Francis Bacon (1561-1626). Essays, Civil and Moral, Number IX “Of Great Place

In his Civil and Moral Essays, Francis Bacon prods people who zealously seek purpose and life meaning to be prepared to bear the cost of a turbulent journey. There are no shortcuts to excellence, prosperity and self-growth.  The English philosopher’s insightful observations seem to be especially accurate in the case of unfulfilled professionals who seek to exchange a corporate lifestyle for the perils and thrills of launching their very own businesses. The windy staircase in the case of corporate escape refers to a common motif running through almost every corporate escapee story; corporate escapism is, before everything, a fundamentally personal experience that demands an identity transformation: the employee becomes an entrepreneur.

Do you feel that you are on that track, “sitting on the fence”, fidgeting with the idea of whether to take that leap of faith? If the answer is affirmative you first need to realize that enjoying a quality of life, building your dream job, realizing your talents and potentials while serving your community and empowering those around you, might not be an unrealistic aspiration, after all.  Creating meaning and value (through the right work choices among others) is one of the most fulfilling and significant legacies an individual can build in his/her life (Maddi, 2013). “Very well, but how do I start?” may be the next reasonable question. Educating oneself on the potential challenges as well as practical (re)solutions, beforehand is one of the best ways to venture in the world of entrepreneurship. The present article focuses on bringing you ten (10) points you might need to ponder over, before takeoff.

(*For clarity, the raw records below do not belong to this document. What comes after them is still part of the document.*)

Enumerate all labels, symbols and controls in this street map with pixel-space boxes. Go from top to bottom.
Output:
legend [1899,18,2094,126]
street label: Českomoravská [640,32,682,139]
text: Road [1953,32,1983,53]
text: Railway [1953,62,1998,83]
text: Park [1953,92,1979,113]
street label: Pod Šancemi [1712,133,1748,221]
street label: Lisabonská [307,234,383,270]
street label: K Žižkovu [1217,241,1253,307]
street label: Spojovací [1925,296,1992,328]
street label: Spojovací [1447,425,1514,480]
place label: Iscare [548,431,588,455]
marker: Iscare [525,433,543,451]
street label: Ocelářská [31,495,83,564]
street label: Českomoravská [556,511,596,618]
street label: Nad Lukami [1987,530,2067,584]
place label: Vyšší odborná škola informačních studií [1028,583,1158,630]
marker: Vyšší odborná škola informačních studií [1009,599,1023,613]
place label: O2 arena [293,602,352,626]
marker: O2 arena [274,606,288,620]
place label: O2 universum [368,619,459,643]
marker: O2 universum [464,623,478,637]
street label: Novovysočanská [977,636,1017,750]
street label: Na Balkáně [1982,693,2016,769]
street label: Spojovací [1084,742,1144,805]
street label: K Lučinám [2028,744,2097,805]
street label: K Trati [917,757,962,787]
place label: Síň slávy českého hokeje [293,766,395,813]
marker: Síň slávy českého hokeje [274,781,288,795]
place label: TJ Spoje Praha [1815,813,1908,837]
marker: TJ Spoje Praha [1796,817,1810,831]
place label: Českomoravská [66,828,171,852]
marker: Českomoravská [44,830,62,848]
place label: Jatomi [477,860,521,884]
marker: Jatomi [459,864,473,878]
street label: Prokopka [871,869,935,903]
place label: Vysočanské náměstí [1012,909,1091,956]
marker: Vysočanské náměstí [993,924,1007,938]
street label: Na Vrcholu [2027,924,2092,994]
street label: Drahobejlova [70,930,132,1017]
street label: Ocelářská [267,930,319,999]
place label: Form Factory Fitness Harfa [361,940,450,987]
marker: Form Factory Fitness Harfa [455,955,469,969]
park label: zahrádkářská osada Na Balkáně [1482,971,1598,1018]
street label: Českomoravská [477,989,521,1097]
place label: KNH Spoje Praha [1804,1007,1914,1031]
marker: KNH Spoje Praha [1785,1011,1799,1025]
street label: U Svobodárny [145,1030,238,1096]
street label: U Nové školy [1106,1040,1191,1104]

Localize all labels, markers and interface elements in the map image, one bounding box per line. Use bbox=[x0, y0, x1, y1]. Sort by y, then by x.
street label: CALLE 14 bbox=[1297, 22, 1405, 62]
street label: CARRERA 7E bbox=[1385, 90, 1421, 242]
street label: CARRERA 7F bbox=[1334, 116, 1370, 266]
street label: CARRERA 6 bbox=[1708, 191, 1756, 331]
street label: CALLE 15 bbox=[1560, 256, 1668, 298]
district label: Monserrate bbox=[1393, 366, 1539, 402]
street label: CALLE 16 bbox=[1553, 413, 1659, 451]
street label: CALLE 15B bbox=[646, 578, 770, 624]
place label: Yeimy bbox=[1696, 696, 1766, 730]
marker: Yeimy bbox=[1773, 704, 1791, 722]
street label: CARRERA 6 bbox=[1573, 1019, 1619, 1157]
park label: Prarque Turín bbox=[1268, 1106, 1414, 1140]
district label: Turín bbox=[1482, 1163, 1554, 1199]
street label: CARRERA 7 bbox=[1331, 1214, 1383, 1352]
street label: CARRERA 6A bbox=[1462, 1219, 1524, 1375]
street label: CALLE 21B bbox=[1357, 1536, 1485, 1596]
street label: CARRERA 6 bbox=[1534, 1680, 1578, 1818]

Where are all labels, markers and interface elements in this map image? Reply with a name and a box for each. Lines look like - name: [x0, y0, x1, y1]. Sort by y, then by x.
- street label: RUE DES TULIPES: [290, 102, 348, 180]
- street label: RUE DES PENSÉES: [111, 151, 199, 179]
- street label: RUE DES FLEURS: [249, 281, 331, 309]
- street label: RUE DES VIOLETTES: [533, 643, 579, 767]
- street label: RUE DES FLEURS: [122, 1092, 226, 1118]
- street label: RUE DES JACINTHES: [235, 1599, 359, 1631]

Ten common corporate escapee challenges & remedies

We will start our discussion with a very common set of four fears many entrepreneurs/corporate escapees face:

  • Fear of losing financial security & falling short to support family expenses.
  • Fear of falling short in the eyes of colleagues and being criticized.
  • Fear of not knowing the rules of the game.
  • Fear of failure and self-doubt.

Entrepreneurs are by nature standing over the edge of chaos. They face and are expected to engage in very crucial decision-making activities that are fundamentally connected with the experience of fear (Arnaut & Ergun, 2015; Damasio 1994; Kilmann et al. 2010). Abandoning the safety of steady monthly paychecks and well-established peer groups can be extremely stressful. Such changes can shift the very structure of one’s identity (Hessels et al., 2011).

Remedy: See through the corporate myth and establish a supportive social network. As illustrated in the majority of corporate escape stories the secured lifestyle, a corporate context may offer is not guaranteed. Many employees find themselves stuck or becoming redundant sooner or later no matter how successful they have proven to be. The key is to ask yourself the right questions at this point: Do I belong here? Does this position and organizational culture align with my personal values? According to Jahoda’s work model (1982) monetary rewards and status are not the focal drivers that fuel an individual’s motivation towards work engagement, but rather the opportunity to extract meaning and life purpose.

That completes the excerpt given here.